Corporal Kucer and Deputy Strazdas arrived at the defendant’s residence at approximately 7:30 a.m. to question the defendant. Deputy Strazdas testified at trial that when he knocked on the front door of the defendant’s house, a man answered. This man identified himself as defendant’s “brother,” Nate Lawler, and invited Strazdas and Kucer to enter. The officers stayed in the entryw'ay while Lawler went to get the defendant. A few minutes later, defendant came from the bedroom area to the entryway, sat down on the steps facing the front door, and gave the officers his driver’s license for identification. He was wearing blue jeans and a dark T-shirt. Defendant did not appear to be disoriented or intoxicated, although Corporal Kucer noticed a smell of alcohol coming from the defendant.

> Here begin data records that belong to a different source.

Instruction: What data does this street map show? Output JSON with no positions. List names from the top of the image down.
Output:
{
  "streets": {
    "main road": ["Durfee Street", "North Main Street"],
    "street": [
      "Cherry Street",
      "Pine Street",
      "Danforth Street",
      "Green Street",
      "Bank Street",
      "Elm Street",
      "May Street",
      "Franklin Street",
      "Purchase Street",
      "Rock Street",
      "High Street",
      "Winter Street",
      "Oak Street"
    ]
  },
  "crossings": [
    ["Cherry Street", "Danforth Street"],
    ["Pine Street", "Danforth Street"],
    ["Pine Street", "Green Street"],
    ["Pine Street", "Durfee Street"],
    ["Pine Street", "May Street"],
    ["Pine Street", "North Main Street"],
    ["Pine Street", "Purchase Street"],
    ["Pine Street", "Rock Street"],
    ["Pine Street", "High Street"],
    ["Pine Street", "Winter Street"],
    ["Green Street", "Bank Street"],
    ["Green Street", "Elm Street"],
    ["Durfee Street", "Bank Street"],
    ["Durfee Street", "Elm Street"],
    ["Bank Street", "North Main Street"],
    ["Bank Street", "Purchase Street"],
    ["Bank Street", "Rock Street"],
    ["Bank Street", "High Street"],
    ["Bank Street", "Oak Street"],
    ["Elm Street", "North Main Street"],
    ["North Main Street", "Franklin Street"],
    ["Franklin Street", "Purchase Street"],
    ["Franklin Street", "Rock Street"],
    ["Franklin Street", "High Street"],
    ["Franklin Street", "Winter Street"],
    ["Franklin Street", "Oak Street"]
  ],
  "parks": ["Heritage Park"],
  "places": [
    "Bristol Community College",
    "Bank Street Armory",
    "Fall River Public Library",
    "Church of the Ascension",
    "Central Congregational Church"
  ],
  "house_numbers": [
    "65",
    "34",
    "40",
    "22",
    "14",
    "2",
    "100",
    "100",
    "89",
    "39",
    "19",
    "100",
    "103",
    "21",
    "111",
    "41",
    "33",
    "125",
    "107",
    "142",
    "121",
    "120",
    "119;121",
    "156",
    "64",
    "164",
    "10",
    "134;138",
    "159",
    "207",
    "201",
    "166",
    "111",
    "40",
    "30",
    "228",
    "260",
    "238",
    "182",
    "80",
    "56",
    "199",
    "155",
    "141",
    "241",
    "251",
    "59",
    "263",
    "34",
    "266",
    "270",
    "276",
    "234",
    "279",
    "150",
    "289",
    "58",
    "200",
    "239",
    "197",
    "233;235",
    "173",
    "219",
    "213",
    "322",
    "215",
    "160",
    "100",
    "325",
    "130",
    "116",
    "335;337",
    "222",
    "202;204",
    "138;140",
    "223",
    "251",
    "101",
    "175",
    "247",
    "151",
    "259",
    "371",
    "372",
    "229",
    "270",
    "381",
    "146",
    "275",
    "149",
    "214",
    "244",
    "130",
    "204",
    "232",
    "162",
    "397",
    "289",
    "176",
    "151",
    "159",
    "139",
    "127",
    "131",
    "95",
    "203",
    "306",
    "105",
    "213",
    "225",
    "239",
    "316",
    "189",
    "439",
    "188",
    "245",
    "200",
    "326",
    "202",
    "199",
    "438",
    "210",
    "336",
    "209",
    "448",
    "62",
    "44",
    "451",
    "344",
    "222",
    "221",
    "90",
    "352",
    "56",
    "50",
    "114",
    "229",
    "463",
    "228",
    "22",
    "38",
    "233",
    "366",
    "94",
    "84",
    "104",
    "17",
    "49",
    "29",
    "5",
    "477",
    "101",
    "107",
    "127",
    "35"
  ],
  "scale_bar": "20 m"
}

Deputy Strazdas then told defendant he had come from the neighbor’s house, where a female had reported that defendant hit her in the head with a gun and attempted to assault her sexually. Defendant denied Gibson’s version of events, stating that when Gibson left his basement she tripped and fell arid bumped her head, and that he went to bed after Gibson ran out the door. Defendant further stated that he did not own a gun and that the officers “could look around” if they wanted to. Valeria Sutton also appeared at the entryway during this discussion and stated to the officers that defendant did not own a gun and they could look around if they wanted to.
Corporal Kucer and Deputy Joseph Eaton made a cursory search of the basement at that time. Corporal Kucer noticed smudges of blood on a wall leading to the basement, but discovered no blood on the steps. The officers were in the *36basement for 5 to 10 minutes and did not find a gun, but seized a film canister and two straws from the basement. Kucer told the other officers to search around the outside of the house to make sure the weapon had not been deposited outside.
Deputy Strazdas searched the kitchen area for a gun while the other two officers were in the basement. When Kucer and Eaton came back upstairs, Strazdas placed the defendant under arrest and handcuffed him. Corporal Kucer took defendant to the Sarpy County sheriff’s office.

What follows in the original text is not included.